Filter the records for lines holding the string "strokeStyle".

+++ RECORDS SUPPLIED +++

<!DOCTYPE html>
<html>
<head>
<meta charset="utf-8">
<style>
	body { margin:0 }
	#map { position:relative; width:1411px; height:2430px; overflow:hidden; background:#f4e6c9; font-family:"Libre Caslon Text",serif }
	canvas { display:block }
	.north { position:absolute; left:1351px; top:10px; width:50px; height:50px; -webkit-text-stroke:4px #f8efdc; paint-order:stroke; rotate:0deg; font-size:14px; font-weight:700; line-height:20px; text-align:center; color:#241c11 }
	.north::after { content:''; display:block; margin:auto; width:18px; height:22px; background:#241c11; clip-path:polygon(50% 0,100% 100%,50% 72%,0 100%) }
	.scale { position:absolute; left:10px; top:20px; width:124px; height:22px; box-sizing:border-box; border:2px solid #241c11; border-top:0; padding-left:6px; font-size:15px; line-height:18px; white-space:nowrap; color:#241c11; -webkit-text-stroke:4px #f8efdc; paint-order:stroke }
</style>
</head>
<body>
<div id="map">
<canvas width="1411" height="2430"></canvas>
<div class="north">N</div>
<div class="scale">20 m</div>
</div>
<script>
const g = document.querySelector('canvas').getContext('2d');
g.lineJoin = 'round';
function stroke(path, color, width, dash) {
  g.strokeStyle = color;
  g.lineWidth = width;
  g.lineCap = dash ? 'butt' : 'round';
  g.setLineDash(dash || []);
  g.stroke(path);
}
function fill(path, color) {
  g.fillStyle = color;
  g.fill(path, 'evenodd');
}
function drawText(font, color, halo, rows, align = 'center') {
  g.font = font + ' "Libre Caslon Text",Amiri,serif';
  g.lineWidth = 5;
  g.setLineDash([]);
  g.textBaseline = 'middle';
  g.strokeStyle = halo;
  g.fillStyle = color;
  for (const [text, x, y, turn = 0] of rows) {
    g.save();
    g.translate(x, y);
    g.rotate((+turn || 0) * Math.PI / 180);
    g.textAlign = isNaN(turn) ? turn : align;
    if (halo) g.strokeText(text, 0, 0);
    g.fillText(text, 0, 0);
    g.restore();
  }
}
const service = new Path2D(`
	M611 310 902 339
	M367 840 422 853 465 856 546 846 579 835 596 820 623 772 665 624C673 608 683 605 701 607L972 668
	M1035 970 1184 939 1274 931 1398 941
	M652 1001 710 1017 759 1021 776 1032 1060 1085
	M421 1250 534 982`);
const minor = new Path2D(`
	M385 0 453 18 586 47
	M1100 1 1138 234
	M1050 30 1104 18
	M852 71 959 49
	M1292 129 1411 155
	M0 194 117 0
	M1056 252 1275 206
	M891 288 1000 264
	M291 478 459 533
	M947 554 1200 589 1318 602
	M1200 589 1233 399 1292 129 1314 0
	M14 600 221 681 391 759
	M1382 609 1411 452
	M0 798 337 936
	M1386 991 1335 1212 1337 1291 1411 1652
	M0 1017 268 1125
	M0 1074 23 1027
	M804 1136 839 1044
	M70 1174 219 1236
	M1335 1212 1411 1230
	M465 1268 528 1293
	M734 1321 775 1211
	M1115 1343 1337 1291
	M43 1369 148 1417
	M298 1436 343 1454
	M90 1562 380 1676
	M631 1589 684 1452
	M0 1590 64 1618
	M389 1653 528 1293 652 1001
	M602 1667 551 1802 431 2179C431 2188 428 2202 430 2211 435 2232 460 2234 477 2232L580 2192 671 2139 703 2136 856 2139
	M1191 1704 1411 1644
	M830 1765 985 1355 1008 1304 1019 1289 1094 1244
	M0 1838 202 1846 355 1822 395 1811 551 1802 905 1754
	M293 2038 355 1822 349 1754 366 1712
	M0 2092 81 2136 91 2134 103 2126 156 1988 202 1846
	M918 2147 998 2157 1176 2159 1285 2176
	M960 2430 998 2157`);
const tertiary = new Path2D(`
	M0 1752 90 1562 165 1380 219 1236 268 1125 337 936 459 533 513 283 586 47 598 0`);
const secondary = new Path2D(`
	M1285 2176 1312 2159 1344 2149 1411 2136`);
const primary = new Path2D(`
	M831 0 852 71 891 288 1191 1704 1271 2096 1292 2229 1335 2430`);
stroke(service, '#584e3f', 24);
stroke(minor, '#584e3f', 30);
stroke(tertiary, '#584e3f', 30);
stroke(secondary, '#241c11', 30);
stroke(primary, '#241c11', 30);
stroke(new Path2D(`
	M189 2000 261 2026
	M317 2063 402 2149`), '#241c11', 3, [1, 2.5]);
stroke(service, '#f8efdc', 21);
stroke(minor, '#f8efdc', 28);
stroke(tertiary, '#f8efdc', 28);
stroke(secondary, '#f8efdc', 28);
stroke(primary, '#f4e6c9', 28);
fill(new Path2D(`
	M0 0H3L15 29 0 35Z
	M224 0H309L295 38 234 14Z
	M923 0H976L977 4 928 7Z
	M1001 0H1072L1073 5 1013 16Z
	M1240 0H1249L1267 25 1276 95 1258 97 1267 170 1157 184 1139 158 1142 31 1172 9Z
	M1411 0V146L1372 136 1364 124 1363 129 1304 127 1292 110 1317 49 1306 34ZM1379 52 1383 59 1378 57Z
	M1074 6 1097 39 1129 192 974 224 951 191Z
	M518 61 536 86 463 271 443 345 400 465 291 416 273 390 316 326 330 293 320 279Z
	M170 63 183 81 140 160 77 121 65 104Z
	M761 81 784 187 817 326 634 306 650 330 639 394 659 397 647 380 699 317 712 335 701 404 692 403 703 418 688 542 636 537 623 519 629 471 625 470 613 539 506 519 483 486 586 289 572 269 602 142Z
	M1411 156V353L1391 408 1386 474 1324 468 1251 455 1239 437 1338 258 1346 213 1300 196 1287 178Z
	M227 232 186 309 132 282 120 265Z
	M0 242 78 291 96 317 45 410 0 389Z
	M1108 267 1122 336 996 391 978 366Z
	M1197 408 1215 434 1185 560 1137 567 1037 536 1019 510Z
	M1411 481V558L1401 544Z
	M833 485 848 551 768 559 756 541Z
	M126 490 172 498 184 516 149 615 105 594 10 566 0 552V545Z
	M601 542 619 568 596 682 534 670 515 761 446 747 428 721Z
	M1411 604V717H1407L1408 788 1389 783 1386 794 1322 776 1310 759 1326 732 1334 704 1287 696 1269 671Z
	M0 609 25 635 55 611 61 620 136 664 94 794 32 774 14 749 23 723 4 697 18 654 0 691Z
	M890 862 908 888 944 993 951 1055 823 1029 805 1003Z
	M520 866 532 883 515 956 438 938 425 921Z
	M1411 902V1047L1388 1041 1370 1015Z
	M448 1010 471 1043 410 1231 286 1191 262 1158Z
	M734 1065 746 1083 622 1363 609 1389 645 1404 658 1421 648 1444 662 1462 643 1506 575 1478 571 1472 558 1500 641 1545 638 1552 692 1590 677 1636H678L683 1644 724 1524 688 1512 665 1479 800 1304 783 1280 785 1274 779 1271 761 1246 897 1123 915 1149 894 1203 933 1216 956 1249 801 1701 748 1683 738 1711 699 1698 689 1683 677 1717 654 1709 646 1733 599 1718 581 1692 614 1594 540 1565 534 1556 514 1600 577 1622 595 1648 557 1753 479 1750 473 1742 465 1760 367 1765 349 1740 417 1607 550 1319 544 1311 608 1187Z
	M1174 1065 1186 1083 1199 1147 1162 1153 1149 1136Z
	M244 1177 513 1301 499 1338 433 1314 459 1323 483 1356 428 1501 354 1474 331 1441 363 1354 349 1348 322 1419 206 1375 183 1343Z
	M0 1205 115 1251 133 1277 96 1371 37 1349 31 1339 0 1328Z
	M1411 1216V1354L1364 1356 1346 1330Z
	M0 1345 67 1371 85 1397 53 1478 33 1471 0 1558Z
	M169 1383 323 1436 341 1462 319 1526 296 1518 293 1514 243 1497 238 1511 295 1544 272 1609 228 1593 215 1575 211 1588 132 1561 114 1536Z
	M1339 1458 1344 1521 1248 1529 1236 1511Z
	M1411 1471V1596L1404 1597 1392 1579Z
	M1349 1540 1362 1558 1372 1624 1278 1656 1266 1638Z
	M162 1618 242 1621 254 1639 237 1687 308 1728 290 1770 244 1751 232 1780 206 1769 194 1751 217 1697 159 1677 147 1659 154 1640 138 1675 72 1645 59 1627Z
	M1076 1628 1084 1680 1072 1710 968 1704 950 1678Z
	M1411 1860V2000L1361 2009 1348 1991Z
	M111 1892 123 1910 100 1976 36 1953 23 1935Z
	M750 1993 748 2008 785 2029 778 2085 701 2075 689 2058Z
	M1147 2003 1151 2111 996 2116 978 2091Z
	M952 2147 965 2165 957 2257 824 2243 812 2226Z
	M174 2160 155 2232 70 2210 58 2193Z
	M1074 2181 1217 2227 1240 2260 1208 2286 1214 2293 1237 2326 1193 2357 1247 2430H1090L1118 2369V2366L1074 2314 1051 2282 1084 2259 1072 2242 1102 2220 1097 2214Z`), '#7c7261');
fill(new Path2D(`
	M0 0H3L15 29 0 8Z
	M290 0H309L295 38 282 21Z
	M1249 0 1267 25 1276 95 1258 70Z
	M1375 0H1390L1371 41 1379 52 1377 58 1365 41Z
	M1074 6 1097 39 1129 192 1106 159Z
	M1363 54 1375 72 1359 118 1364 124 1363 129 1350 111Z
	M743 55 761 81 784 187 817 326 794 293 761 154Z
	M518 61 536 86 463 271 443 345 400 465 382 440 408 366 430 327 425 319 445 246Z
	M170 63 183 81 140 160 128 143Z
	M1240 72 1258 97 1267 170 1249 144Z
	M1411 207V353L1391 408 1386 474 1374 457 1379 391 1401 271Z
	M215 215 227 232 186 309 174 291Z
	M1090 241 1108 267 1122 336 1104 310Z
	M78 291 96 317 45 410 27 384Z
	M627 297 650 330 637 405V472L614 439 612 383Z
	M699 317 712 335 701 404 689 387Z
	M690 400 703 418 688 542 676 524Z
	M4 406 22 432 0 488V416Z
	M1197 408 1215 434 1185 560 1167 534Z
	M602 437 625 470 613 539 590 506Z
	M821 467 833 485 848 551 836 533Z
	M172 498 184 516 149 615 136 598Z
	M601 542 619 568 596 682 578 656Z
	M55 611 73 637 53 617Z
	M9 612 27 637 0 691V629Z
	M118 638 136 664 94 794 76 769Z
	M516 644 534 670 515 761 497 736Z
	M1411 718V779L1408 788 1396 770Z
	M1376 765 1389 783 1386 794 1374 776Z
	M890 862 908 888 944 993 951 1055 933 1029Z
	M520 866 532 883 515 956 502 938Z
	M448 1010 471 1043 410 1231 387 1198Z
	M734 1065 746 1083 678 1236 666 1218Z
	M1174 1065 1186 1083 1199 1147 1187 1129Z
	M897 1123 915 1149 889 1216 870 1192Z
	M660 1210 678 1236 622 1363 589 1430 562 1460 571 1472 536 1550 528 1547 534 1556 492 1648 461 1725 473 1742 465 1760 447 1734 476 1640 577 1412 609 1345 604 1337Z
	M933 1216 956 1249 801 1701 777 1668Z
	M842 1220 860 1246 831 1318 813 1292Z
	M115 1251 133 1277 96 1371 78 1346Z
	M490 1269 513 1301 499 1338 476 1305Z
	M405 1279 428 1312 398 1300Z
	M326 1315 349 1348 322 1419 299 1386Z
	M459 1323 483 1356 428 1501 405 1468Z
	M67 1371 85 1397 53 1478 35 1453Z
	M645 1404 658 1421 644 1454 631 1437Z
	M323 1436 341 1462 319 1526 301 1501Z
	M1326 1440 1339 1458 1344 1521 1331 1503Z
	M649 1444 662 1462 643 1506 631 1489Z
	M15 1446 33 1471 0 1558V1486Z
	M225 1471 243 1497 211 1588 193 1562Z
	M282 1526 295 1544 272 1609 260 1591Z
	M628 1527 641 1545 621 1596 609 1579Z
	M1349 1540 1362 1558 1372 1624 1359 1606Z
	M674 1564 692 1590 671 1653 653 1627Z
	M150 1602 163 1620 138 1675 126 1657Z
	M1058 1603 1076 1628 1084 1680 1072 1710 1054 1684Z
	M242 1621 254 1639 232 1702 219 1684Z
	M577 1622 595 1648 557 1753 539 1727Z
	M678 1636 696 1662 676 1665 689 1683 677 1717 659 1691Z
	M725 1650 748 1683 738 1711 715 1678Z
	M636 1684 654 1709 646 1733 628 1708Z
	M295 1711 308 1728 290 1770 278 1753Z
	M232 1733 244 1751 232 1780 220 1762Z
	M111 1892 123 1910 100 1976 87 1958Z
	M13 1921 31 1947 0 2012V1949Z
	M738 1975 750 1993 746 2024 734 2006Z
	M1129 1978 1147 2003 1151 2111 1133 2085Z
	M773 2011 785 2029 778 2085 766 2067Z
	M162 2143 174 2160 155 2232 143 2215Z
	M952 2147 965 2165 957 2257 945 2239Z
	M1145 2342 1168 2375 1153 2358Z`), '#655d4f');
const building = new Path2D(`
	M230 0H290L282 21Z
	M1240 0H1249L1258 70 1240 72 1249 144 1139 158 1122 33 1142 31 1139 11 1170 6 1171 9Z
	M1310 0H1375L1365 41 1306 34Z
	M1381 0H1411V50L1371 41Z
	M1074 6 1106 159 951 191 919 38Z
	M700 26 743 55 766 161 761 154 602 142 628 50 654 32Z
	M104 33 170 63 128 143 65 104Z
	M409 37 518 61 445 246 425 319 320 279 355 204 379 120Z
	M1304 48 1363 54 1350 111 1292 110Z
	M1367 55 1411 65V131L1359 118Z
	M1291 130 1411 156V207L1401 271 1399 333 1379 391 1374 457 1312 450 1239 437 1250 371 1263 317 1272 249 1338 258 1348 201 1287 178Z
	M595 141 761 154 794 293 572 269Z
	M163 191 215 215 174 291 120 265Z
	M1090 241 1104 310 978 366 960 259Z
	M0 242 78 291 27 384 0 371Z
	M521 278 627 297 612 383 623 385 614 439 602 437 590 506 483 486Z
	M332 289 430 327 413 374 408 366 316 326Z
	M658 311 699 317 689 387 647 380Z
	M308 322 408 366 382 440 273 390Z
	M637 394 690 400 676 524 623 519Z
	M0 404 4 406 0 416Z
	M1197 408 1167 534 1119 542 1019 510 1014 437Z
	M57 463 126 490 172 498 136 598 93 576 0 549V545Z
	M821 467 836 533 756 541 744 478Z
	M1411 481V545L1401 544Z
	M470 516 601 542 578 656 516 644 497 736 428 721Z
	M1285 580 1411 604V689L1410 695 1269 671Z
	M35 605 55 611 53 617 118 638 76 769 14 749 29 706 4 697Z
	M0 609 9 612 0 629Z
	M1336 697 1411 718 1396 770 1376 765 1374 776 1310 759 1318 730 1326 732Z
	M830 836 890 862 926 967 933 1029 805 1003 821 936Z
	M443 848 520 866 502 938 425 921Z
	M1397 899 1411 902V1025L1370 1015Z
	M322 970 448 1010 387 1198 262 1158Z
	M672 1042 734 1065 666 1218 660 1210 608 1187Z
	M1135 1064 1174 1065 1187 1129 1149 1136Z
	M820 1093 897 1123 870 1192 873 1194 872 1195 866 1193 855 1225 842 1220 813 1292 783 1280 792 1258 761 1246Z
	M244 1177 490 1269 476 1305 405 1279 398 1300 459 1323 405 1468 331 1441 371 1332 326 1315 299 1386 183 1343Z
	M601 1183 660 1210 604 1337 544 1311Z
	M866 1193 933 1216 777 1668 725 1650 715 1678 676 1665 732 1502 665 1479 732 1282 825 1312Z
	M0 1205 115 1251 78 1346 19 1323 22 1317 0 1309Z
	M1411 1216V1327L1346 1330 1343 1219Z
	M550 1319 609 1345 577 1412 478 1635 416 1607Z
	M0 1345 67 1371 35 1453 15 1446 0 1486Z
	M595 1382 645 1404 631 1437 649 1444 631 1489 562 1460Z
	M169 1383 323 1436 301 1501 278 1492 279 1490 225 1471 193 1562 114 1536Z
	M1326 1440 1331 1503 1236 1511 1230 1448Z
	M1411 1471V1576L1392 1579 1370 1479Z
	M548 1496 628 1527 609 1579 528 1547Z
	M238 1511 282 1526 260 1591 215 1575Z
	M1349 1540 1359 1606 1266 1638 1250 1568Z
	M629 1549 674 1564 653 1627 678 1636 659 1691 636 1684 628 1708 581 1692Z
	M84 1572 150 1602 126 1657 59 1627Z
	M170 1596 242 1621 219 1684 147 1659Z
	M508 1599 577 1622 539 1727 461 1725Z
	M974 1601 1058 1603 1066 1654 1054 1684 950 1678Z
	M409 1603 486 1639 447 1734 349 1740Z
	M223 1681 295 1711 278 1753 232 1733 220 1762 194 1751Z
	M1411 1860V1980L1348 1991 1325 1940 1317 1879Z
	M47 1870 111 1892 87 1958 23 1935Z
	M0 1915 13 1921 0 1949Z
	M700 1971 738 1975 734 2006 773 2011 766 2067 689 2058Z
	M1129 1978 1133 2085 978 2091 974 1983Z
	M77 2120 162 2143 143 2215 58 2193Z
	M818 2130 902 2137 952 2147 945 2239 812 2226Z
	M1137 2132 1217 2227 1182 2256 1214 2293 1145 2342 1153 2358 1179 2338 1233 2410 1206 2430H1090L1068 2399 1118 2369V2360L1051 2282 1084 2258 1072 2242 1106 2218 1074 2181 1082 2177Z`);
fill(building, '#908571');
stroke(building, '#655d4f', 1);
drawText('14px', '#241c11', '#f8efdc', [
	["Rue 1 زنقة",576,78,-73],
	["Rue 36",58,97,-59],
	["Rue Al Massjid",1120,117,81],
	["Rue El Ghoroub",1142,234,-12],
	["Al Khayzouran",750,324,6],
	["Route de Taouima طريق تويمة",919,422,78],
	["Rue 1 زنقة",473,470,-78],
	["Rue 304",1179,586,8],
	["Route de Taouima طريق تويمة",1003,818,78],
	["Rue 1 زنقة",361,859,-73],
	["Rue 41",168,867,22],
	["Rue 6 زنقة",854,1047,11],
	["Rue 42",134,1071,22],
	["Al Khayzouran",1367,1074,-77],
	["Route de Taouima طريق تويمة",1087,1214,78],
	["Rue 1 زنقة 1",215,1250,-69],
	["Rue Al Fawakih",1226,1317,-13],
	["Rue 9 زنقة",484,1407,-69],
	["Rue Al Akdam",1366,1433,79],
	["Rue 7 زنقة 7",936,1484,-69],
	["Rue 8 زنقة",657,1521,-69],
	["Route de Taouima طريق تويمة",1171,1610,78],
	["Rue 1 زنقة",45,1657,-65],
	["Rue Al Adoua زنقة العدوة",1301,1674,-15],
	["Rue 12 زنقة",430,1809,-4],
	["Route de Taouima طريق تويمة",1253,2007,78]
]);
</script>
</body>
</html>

+++

- _OUTPUT OF THE EXERCISE_
  g.strokeStyle = color;
  g.strokeStyle = halo;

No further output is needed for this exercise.